Related papers: Assessing the Quality and Security of AI-Generated Code: A Quantitative Analysis

Assessing the Quality and Security of AI-Generated Code: A Quantitative Analysis

URL: http://arxiv.org/abs/2508.14727v1
Date: Wed, 20 Aug 2025 14:16:21 GMT
Title: Assessing the Quality and Security of AI-Generated Code: A Quantitative Analysis
Authors: Abbas Sabra, Olivier Schmitt, Joseph Tyler,
Abstract summary: This study presents a quantitative evaluation of the code quality and security of five prominent Large Language Models (LLMs): Claude Sonnet 4, Claude 3.7 Sonnet, GPT-4o, Llama 3.2 90B, and OpenCoder 8B.<n>The findings suggest that although LLMs can generate functional code, they also introduce a range of software defects, including bugs, security vulnerabilities, and code smells.
Score: 0.0
License: http://arxiv.org/licenses/nonexclusive-distrib/1.0/
Abstract: This study presents a quantitative evaluation of the code quality and security of five prominent Large Language Models (LLMs): Claude Sonnet 4, Claude 3.7 Sonnet, GPT-4o, Llama 3.2 90B, and OpenCoder 8B. While prior research has assessed the functional performance of LLM-generated code, this research tested LLM output from 4,442 Java coding assignments through comprehensive static analysis using SonarQube.

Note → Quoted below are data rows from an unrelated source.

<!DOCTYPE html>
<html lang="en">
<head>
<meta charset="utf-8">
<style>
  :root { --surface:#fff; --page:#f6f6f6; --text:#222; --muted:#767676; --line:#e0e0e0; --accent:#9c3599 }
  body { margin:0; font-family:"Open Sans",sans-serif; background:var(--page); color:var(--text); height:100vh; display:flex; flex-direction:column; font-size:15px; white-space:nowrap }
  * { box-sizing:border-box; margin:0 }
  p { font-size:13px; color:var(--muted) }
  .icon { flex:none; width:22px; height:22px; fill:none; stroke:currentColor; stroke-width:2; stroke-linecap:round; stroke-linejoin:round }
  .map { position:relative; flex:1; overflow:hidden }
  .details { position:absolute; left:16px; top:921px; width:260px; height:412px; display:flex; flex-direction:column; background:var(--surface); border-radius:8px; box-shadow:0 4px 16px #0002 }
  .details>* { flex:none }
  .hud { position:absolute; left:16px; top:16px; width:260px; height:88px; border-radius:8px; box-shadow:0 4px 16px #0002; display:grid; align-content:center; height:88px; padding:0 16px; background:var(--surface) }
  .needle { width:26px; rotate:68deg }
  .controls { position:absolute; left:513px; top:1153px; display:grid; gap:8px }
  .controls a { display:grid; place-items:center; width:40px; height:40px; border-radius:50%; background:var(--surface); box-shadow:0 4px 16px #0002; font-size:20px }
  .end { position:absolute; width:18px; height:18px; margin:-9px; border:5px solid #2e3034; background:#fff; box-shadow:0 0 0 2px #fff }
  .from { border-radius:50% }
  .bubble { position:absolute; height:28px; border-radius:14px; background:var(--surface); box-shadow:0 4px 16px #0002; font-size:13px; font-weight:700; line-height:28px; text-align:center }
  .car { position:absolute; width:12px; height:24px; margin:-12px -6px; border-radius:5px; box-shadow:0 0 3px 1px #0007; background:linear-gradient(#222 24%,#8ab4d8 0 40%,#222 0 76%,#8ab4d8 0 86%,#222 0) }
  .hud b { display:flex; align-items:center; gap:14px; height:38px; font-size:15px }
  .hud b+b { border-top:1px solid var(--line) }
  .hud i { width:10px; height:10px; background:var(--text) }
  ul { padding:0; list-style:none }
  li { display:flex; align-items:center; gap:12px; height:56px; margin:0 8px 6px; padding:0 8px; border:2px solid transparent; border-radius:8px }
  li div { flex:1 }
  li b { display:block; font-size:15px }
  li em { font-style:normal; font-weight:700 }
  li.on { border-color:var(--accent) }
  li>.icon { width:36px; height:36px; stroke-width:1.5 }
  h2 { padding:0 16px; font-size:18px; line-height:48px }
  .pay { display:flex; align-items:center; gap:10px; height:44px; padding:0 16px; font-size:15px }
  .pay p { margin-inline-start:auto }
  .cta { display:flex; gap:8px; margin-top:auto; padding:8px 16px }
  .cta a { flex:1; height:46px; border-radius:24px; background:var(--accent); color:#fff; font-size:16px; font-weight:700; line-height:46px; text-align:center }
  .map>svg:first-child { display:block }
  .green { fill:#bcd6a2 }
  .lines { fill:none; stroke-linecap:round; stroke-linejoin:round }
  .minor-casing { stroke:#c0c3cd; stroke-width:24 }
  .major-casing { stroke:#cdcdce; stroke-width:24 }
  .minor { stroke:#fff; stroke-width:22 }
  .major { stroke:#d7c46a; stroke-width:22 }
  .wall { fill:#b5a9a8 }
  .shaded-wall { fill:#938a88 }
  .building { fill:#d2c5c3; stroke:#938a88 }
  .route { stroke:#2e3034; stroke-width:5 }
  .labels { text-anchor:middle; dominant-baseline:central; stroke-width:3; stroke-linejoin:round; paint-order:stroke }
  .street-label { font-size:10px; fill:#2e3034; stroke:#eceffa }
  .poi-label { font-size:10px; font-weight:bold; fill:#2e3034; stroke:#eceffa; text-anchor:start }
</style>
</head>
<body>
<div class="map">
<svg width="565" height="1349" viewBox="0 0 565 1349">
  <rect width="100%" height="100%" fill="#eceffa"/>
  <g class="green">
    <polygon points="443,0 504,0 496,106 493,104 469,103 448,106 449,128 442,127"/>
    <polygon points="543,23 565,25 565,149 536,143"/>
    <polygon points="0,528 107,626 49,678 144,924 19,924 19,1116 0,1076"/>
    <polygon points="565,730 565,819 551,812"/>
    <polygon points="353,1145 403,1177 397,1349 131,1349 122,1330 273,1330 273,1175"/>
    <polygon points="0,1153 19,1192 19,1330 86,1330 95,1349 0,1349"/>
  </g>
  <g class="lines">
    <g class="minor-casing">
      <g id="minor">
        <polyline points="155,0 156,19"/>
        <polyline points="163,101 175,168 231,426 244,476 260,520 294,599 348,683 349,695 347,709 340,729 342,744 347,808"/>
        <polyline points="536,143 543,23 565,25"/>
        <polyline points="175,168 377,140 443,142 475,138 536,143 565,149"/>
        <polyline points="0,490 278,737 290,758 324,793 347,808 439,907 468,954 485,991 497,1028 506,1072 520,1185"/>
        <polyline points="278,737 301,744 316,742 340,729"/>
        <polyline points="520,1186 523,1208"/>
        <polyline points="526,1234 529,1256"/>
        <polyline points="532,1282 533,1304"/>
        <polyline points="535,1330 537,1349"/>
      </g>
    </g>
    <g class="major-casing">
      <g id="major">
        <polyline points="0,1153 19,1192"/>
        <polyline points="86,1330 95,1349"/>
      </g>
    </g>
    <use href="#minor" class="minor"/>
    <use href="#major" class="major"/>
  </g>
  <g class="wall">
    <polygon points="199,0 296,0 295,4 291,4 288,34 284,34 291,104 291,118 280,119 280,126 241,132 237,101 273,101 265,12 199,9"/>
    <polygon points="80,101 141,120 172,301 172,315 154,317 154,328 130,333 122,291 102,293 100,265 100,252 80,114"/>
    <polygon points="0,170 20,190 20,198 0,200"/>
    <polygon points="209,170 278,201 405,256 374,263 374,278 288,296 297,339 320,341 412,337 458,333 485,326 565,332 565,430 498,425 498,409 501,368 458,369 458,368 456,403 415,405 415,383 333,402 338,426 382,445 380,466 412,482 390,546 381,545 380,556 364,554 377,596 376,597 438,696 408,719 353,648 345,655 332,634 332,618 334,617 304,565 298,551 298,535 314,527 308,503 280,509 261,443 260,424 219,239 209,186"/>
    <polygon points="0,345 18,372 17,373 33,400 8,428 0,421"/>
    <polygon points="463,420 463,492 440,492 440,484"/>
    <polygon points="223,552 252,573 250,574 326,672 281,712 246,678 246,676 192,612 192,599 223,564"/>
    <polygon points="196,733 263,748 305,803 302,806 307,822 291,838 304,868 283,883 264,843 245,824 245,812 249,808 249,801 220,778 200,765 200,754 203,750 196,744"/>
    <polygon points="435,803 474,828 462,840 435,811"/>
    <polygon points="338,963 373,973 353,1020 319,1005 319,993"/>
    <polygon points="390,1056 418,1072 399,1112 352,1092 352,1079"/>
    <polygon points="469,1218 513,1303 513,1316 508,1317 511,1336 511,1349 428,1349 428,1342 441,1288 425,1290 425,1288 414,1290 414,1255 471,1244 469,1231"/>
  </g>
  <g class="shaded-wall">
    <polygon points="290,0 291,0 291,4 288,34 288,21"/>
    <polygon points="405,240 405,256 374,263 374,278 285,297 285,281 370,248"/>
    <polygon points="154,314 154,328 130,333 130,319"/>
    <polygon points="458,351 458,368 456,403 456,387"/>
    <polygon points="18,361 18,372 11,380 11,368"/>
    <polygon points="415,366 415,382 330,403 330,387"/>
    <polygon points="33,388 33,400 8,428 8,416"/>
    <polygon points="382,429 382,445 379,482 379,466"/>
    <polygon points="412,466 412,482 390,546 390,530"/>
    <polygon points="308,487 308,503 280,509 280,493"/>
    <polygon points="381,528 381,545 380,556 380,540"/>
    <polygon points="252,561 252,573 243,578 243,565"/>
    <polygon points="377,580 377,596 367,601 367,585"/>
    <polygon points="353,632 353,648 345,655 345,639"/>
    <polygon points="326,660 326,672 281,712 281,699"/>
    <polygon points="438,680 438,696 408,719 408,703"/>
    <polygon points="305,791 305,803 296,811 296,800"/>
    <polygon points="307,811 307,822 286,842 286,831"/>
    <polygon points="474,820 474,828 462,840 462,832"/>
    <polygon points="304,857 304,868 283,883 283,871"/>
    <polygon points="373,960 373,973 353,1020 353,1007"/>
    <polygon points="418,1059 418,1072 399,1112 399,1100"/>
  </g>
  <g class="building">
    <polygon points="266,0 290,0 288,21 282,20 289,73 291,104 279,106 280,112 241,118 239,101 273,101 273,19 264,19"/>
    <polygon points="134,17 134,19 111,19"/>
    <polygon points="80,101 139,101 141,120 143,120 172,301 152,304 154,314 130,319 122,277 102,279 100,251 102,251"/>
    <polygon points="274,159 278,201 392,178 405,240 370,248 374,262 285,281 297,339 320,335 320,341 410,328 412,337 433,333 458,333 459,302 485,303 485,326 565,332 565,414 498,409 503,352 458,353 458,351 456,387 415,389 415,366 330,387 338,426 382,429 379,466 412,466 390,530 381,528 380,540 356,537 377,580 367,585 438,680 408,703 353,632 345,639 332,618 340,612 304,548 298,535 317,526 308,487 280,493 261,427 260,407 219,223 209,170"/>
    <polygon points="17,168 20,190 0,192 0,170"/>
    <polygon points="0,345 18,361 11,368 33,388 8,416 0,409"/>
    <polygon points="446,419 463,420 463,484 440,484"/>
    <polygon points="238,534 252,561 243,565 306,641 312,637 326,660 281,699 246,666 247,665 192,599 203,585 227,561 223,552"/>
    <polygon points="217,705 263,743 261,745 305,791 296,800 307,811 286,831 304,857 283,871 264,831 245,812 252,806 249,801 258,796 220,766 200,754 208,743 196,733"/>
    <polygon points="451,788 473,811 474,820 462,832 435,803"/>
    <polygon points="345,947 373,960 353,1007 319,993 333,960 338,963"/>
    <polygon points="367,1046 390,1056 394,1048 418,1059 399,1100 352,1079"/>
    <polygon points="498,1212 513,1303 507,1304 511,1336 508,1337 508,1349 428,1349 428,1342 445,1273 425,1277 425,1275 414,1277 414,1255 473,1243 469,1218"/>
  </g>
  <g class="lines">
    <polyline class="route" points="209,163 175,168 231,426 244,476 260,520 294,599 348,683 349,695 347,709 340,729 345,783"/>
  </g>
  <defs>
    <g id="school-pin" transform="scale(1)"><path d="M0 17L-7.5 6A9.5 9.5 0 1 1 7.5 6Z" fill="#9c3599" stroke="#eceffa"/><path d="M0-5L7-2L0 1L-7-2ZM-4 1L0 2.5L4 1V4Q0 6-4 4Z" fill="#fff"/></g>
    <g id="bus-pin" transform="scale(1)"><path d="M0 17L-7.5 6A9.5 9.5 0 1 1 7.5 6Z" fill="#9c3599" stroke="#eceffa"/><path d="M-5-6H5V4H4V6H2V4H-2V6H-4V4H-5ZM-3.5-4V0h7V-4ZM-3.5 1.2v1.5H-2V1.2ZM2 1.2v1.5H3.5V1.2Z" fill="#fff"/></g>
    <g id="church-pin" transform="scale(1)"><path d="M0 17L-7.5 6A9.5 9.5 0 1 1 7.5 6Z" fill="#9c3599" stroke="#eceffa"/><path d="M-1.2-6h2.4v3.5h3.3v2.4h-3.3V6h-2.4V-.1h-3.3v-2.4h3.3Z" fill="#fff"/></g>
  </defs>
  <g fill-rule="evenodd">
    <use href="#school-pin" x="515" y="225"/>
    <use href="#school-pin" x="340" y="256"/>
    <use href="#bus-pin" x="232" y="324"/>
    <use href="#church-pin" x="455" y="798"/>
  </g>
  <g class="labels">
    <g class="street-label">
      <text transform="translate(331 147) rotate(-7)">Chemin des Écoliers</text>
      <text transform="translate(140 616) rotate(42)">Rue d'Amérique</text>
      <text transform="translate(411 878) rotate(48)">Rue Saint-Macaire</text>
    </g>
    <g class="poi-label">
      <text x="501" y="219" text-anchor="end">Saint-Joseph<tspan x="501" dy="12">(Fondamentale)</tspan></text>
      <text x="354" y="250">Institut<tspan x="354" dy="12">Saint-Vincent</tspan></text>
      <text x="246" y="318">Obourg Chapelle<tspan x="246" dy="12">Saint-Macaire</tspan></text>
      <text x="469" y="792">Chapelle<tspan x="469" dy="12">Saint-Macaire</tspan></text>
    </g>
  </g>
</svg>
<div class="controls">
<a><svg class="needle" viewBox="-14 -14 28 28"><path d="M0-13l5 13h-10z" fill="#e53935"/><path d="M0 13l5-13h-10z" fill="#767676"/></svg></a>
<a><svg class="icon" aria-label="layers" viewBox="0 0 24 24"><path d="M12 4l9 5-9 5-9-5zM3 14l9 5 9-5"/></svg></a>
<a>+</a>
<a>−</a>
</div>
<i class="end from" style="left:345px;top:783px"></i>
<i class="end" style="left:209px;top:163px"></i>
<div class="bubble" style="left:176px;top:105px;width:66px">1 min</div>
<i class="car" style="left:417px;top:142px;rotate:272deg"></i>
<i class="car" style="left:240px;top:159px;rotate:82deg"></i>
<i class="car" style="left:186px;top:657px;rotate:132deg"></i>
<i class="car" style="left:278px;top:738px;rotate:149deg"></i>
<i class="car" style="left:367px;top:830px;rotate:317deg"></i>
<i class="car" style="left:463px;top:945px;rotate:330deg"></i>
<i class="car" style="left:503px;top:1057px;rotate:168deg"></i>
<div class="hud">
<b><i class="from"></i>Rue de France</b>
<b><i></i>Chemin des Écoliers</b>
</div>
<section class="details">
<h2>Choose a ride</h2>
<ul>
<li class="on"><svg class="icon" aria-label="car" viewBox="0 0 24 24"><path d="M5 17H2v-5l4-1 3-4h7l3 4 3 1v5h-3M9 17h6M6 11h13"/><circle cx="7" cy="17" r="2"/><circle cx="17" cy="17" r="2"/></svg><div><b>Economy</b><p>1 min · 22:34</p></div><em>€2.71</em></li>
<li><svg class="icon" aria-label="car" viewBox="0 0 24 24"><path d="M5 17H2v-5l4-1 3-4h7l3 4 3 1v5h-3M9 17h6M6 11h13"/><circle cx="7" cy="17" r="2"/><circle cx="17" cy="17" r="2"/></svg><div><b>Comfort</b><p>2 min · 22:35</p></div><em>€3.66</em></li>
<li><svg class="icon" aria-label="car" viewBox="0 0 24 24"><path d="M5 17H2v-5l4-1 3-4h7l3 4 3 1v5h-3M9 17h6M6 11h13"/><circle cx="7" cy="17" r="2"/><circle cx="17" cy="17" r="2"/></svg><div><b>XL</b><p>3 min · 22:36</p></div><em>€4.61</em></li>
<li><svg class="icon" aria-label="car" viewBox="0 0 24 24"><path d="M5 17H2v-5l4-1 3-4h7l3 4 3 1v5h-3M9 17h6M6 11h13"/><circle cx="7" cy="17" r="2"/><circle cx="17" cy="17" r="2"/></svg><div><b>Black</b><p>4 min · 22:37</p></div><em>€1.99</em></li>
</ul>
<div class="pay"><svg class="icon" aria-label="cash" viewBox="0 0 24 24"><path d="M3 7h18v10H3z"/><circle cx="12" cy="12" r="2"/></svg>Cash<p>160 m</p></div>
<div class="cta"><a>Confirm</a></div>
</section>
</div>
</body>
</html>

The findings suggest that although LLMs can generate functional code, they also introduce a range of software defects, including bugs, security vulnerabilities, and code smells. These defects do not appear to be isolated; rather, they may represent shared weaknesses stemming from systemic limitations within current LLM code generation methods. In particular, critically severe issues, such as hard-coded passwords and path traversal vulnerabilities, were observed across multiple models. These results indicate that LLM-generated code requires verification in order to be considered production-ready. This study found no direct correlation between a model's functional performance (measured by Pass@1 rate of unit tests) and the overall quality and security of its generated code, measured by the number of SonarQube issues in benchmark solutions that passed the functional tests. This suggests that functional benchmark performance score is not a good indicator of overall code quality and security. The goal of this study is not to rank LLM performance but to highlight that all evaluated models appear to share certain weaknesses. Consequently, these findings support the view that static analysis can be a valuable instrument for detecting latent defects and an important safeguard for organizations that deploy AI in software development.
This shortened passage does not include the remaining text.